The other collaborative efforts both have their ups and downs.
“Get Up Get Off” features Twista and Juliette Lewis in
one of the strangest pairings since Britney Spears and Aerosmith at
Superbowl XXXVI. The song strikes a comfortable middle ground
between the acid-house dance beats The Prodigy are known for and
Twista’s smooth lyrical stylings. Howlett’s production
meshes well with Twista’s raps. Kool Keith puts in an
appearance on “Wake Up Call,” and his quirky
contribution gives the otherwise aimless and scattered track some
direction. Howlett proves he can stand on his own two feet with the
catchy song “Action, Radar,” and performs an
interesting — but ultimately unsatisfying — experiment
with the song “Medusa’s Path,” which samples
Iranian composer Rookalah Khalegi’s recordings from the
1930s.

The rest of the songs on this album are infinitely less
inspired.

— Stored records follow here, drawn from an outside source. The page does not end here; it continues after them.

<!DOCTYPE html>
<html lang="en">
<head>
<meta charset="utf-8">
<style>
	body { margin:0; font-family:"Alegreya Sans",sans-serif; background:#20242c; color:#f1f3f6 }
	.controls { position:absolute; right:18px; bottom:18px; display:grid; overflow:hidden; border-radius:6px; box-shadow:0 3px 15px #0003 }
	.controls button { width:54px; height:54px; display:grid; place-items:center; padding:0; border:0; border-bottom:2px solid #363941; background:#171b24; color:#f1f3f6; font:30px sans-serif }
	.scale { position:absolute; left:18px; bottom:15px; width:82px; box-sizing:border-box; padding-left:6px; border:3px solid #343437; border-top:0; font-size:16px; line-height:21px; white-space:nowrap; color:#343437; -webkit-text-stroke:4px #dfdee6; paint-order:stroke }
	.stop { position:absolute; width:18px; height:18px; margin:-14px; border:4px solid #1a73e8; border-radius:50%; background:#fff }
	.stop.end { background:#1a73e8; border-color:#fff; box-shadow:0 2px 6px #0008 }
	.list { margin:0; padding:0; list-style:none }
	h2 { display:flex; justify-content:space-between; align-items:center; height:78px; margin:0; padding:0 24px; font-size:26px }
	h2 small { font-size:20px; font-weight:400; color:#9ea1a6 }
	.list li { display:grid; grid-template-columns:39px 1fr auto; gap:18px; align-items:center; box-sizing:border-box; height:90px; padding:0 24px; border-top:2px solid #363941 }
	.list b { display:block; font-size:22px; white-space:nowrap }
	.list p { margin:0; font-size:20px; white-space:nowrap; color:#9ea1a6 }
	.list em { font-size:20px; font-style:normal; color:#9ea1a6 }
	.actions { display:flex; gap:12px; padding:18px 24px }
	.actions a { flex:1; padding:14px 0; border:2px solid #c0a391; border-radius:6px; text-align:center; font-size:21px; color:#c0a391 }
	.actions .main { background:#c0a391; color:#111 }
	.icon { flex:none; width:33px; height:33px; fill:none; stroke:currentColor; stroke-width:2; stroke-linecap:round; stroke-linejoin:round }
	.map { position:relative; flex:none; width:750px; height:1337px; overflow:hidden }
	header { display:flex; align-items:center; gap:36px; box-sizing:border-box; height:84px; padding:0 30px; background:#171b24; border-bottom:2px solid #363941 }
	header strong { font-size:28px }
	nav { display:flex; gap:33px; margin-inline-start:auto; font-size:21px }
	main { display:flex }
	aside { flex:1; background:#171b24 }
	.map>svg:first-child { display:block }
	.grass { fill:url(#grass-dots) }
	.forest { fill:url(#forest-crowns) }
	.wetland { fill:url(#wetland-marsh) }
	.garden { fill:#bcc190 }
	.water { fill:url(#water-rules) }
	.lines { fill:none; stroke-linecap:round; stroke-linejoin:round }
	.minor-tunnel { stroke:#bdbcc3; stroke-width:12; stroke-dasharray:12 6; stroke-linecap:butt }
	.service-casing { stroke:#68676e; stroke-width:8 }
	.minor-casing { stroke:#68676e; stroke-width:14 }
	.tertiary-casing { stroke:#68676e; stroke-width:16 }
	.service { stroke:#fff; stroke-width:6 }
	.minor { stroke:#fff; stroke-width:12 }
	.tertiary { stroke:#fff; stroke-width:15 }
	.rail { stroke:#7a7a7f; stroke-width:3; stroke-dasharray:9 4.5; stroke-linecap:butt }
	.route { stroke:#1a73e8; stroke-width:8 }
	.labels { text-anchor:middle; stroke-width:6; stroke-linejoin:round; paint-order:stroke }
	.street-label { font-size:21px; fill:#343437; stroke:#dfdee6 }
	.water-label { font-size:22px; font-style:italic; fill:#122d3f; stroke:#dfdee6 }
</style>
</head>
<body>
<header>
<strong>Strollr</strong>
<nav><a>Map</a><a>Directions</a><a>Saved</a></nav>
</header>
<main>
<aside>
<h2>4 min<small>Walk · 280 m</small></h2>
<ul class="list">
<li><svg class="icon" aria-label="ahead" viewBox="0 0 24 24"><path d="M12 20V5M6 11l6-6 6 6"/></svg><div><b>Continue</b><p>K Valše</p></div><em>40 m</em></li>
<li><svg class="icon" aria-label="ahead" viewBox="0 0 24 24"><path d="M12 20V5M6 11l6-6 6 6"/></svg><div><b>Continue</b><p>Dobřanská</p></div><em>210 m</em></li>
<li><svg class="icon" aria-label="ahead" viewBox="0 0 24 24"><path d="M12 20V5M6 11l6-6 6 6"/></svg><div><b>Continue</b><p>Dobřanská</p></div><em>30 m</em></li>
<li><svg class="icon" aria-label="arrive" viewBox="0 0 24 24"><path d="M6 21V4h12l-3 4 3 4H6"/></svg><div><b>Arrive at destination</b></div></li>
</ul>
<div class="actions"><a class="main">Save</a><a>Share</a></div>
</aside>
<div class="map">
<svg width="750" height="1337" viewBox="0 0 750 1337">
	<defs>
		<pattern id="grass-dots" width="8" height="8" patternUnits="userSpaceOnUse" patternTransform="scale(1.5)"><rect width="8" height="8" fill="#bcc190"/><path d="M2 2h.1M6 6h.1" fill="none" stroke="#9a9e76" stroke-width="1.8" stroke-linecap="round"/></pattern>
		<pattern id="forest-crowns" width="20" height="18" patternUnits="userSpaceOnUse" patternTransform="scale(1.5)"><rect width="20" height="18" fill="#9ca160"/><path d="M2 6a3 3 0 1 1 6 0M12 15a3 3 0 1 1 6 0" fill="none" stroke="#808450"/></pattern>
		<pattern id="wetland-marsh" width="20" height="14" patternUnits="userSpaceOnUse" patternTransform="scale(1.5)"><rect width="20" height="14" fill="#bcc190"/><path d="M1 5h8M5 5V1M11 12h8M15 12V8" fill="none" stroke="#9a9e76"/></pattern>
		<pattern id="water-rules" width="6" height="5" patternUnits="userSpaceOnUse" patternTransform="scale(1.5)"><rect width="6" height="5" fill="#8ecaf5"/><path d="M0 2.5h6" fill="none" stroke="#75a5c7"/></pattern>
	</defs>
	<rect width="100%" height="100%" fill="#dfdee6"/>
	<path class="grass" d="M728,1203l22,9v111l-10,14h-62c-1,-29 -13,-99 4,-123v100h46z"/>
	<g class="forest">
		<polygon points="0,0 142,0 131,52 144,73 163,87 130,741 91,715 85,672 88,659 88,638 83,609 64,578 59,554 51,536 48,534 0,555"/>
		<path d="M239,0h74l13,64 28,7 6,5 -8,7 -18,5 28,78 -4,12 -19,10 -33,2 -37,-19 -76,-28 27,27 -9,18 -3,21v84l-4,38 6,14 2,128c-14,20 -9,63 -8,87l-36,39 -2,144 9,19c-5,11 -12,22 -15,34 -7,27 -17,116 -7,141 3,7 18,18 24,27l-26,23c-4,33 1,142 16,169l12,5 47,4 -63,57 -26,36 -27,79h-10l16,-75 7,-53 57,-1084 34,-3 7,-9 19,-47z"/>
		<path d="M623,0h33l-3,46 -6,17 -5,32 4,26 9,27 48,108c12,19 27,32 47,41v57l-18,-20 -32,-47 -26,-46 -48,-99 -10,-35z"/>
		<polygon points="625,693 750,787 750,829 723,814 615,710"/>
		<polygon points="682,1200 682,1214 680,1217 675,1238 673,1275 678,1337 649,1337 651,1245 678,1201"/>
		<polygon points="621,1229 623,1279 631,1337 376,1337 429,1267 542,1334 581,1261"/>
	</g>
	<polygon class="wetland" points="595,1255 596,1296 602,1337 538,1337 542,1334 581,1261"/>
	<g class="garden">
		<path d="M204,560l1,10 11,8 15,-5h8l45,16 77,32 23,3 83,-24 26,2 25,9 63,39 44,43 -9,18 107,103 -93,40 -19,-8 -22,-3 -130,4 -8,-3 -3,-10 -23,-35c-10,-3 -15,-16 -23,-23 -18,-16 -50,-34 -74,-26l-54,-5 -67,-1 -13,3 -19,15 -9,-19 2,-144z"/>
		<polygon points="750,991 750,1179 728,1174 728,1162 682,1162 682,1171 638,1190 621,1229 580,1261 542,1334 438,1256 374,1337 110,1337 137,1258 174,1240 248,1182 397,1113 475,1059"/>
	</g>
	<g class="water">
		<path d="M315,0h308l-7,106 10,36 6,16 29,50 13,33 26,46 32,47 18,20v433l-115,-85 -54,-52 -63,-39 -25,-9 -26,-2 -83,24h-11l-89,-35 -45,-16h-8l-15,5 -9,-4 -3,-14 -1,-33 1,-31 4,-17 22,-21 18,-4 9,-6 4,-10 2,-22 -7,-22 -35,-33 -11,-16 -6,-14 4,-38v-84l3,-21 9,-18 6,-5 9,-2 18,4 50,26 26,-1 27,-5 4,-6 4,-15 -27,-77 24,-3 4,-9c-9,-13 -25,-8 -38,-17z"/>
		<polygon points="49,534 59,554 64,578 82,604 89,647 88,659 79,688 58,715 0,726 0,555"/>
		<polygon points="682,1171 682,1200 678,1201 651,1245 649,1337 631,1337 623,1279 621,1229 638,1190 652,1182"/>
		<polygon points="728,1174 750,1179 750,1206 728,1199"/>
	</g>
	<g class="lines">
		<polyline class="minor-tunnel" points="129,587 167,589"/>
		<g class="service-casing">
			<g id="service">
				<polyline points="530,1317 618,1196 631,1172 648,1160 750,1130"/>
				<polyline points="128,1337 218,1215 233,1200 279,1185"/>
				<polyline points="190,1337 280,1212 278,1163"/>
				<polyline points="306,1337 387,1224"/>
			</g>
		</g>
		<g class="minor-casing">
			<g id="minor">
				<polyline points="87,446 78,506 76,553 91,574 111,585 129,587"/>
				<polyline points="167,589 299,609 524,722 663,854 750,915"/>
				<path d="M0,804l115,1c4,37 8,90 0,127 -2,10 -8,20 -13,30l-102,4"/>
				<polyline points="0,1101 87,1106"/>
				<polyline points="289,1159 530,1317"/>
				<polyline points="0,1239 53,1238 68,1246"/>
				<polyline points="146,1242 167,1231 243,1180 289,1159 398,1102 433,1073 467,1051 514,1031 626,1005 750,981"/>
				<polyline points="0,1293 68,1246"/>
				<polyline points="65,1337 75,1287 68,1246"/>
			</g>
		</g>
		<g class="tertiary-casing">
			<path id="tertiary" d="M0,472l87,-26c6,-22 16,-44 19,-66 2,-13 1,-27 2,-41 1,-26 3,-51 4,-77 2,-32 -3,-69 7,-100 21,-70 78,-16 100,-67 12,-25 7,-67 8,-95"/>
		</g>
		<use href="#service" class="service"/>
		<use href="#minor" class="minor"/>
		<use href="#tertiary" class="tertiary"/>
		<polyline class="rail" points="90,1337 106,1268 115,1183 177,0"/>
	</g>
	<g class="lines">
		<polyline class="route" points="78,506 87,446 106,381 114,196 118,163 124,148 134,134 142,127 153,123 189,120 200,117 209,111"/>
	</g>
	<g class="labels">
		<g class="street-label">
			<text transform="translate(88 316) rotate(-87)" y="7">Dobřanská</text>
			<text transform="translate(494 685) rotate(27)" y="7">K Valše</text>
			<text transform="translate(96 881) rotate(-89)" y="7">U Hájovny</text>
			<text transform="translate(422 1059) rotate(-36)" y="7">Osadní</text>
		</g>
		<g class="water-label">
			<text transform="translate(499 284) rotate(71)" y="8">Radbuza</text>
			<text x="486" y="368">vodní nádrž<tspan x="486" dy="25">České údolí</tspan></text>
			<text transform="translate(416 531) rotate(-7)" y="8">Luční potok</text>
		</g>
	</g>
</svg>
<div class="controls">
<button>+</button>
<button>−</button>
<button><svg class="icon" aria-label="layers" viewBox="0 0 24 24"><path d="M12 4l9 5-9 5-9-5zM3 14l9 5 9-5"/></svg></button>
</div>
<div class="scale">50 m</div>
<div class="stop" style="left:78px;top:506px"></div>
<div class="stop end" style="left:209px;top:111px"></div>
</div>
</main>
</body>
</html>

Howlett has slopped together enough songs to fill in the
gaps left by his stronger tracks, but that’s all. The dismal
second song, “Girl,” is the most underwhelming song on
the album. “Shoot Down,” if it does anything, it
reminds us that Liam Gallagher should never enter a recording
studio without his brother Noel. Although Howlett tries to keep
things interesting, the songs are muddy and run together. The fact
remains that they are boring to listen to, and even after some
drunken experimentation, impossible to dance to.

Making dance music that is lethargic and saggy is not an easy
thing to do, yet The Prodigy have succeeded in doing just that. A
key component to techno music is energy, and Always Outnumbered,
Never Outgunned lacks exactly that.Although there are some happy
accidents on this album, Howlett fails in his attempt to restore
The Prodigy to their early ’90s glory.